Bamako au cœur de ce mois de juin 2025, à  la sortie des universités, dans les quartiers périphériques ou sur les bancs des rues, une jeunesse malienne en attente. Diplômée ou non, qualifiée ou autodidacte, elle cherche un emploi qui ne vient pas. Le chômage est devenu une réalité omniprésente, touchant particulièrement les jeunes et les femmes.

Selon les données du bulletin sur l’emploi 2024 de l’Institut National de la Statistique (INSTAT), le taux de chômage des jeunes de 15 à 35 ans dépasse 50 %. Cette situation est aggravée par la croissance démographique rapide, le manque d’investissements privés, et l’instabilité politique.

Chaque année, des milliers de jeunes arrivent sur le marché du travail, mais les opportunités formelles sont insuffisantes. Les entreprises locales peinent à recruter, et les services publics sont saturés. Beaucoup finissent dans l’informel ou tentent l’exode vers l’étranger.

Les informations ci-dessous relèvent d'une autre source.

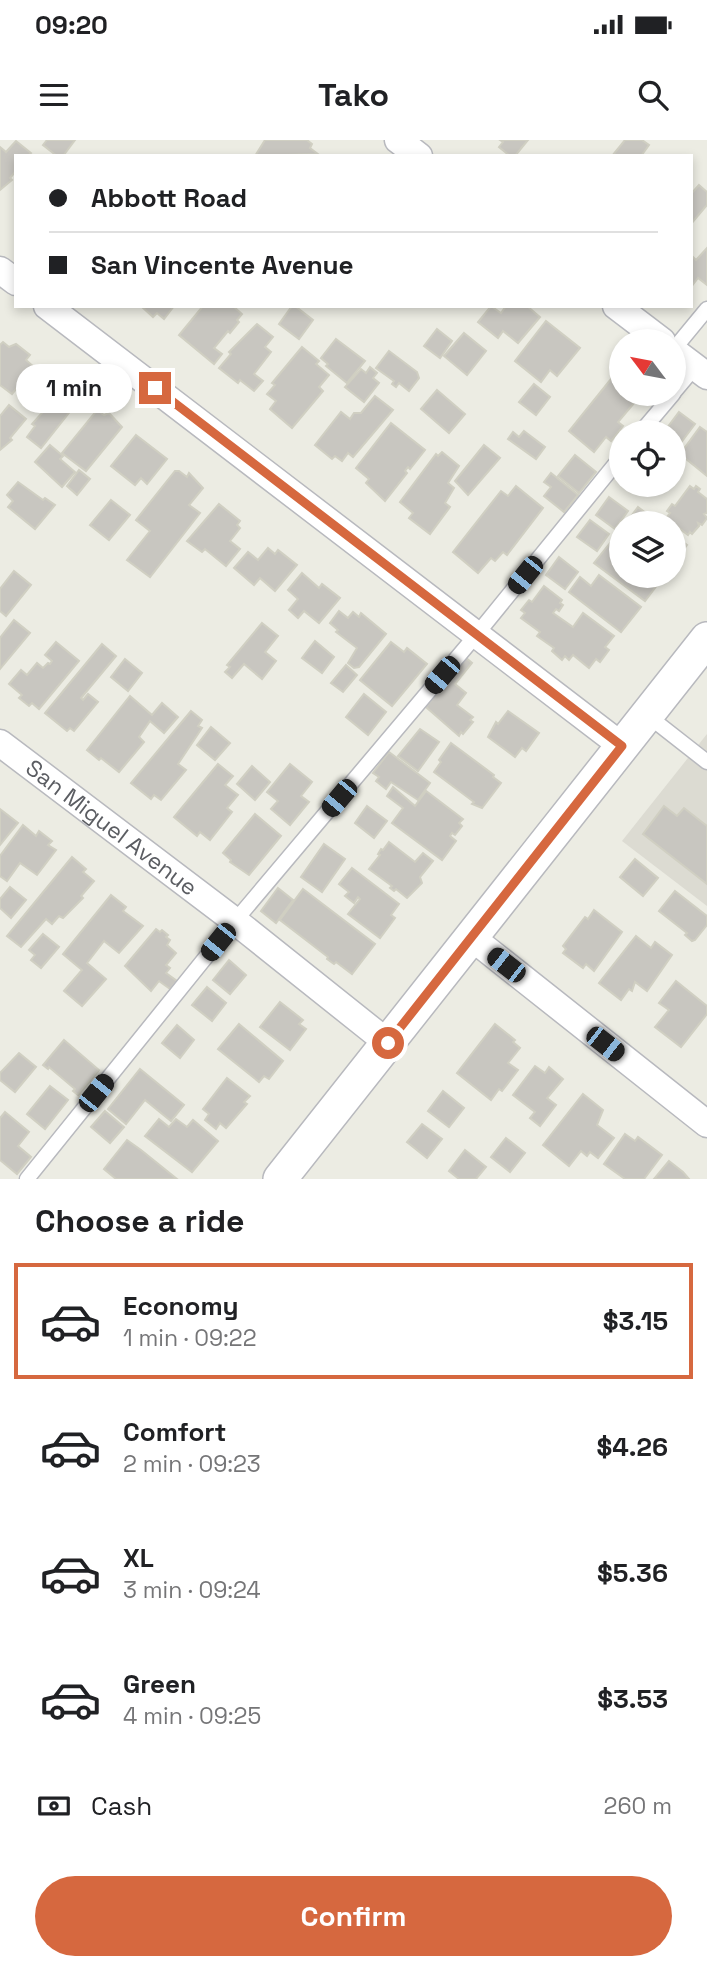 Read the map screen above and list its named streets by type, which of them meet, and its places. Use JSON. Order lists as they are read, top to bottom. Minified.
{"streets":{"street":["San Miguel Avenue"]},"north":"top left","page":{"status":"09:20","header":"Tako","banner":["Abbott Road","San Vincente Avenue"],"bubble":"1 min","heading":"Choose a ride","list":[{"name":"Economy","note":"1 min · 09:22","value":"$3.15"},{"name":"Comfort","note":"2 min · 09:23","value":"$4.26"},{"name":"XL","note":"3 min · 09:24","value":"$5.36"},{"name":"Green","note":"4 min · 09:25","value":"$3.53"}],"pay":["Cash","260 m"],"buttons":"Confirm"}} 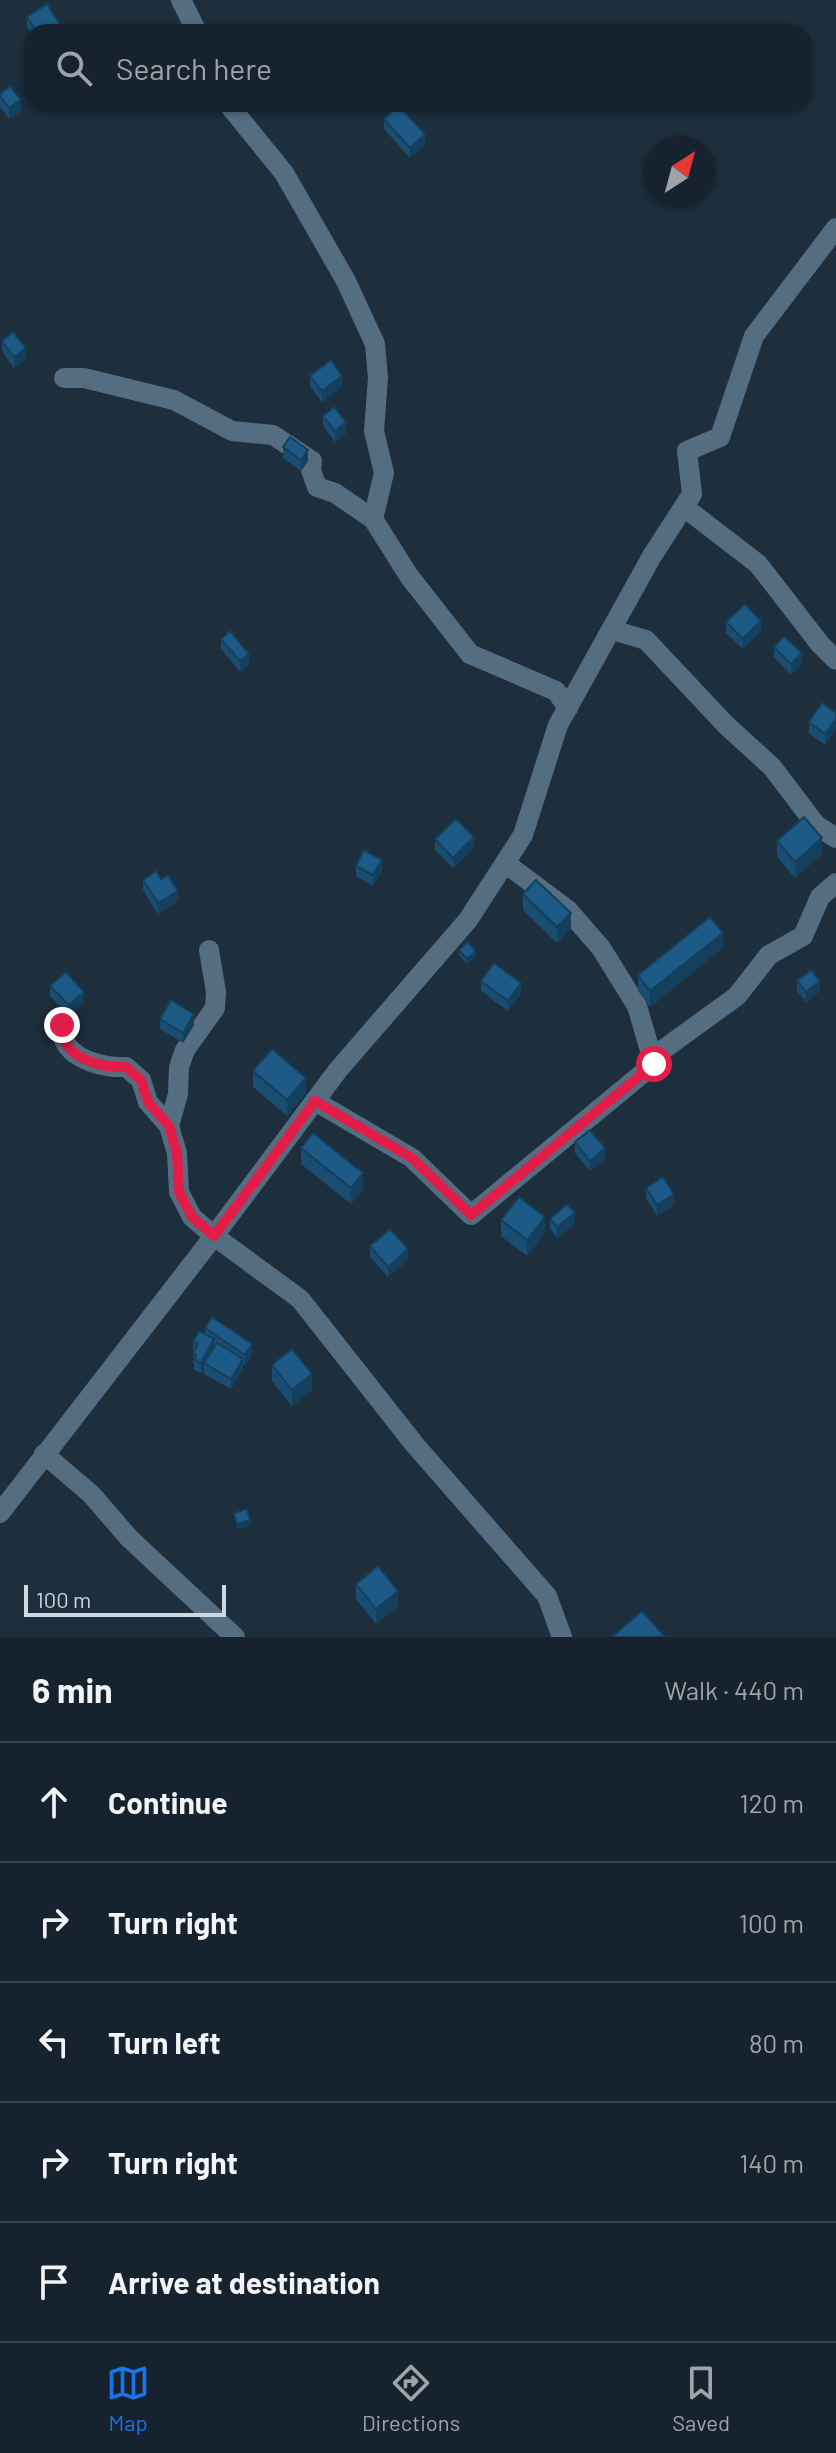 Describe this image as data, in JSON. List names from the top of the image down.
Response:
{
  "scale_bar": "100 m",
  "north": "top right",
  "page": {
    "search": "Search here",
    "scale": "100 m",
    "heading": ["6 min", "Walk · 440 m"],
    "list": [
      ["Continue", "120 m"],
      ["Turn right", "100 m"],
      ["Turn left", "80 m"],
      ["Turn right", "140 m"],
      "Arrive at destination"
    ],
    "nav": ["Map", "Directions", "Saved"]
  }
} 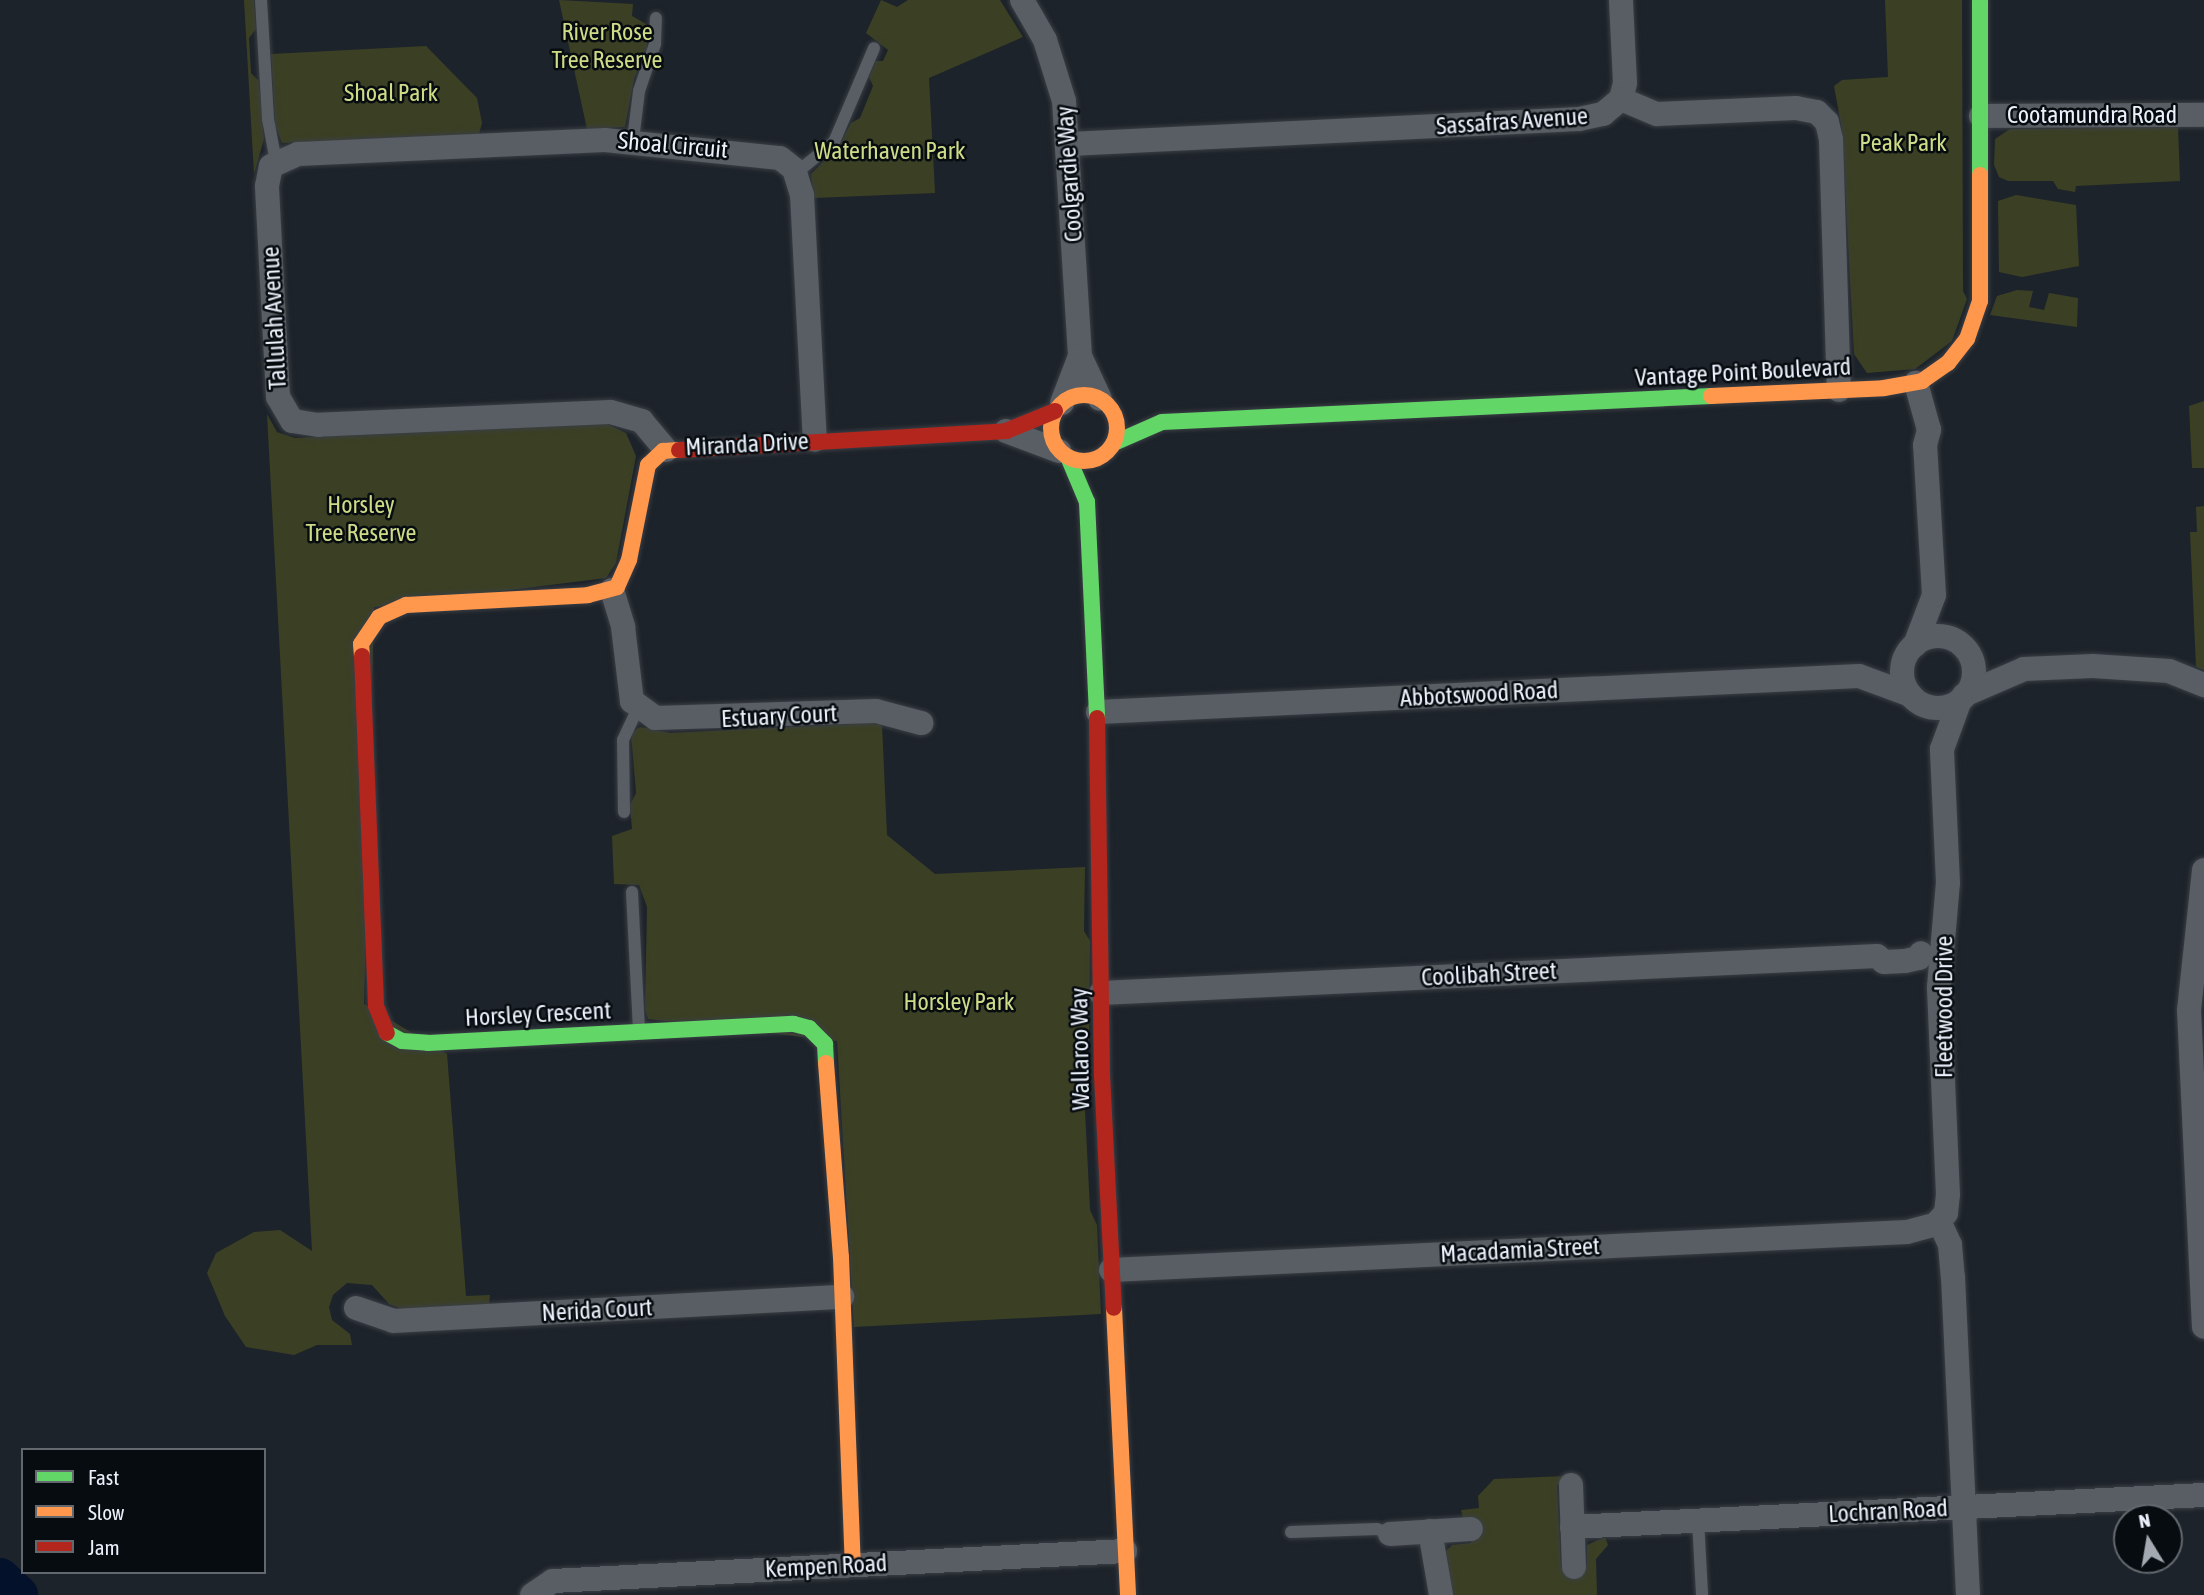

Moussa Coulibaly fait partie de cette jeunesse en manque de repère. Diplômé sans emploi depuis quelques années, il a dpu se tourner vers des petits boulots   « J’ai une licence en droit depuis trois ans. J’ai déposé des CV partout, même pour des stages non payés. Rien. Aujourd’hui, je vends des unités téléphoniques à ACI 2000 pour survivre. C’est décourageant »

Comme Moussa, ils sont nombreux à vivre entre espoir de recrutement et débrouillardise quotidienne, faute de politique de l’emploi adaptée.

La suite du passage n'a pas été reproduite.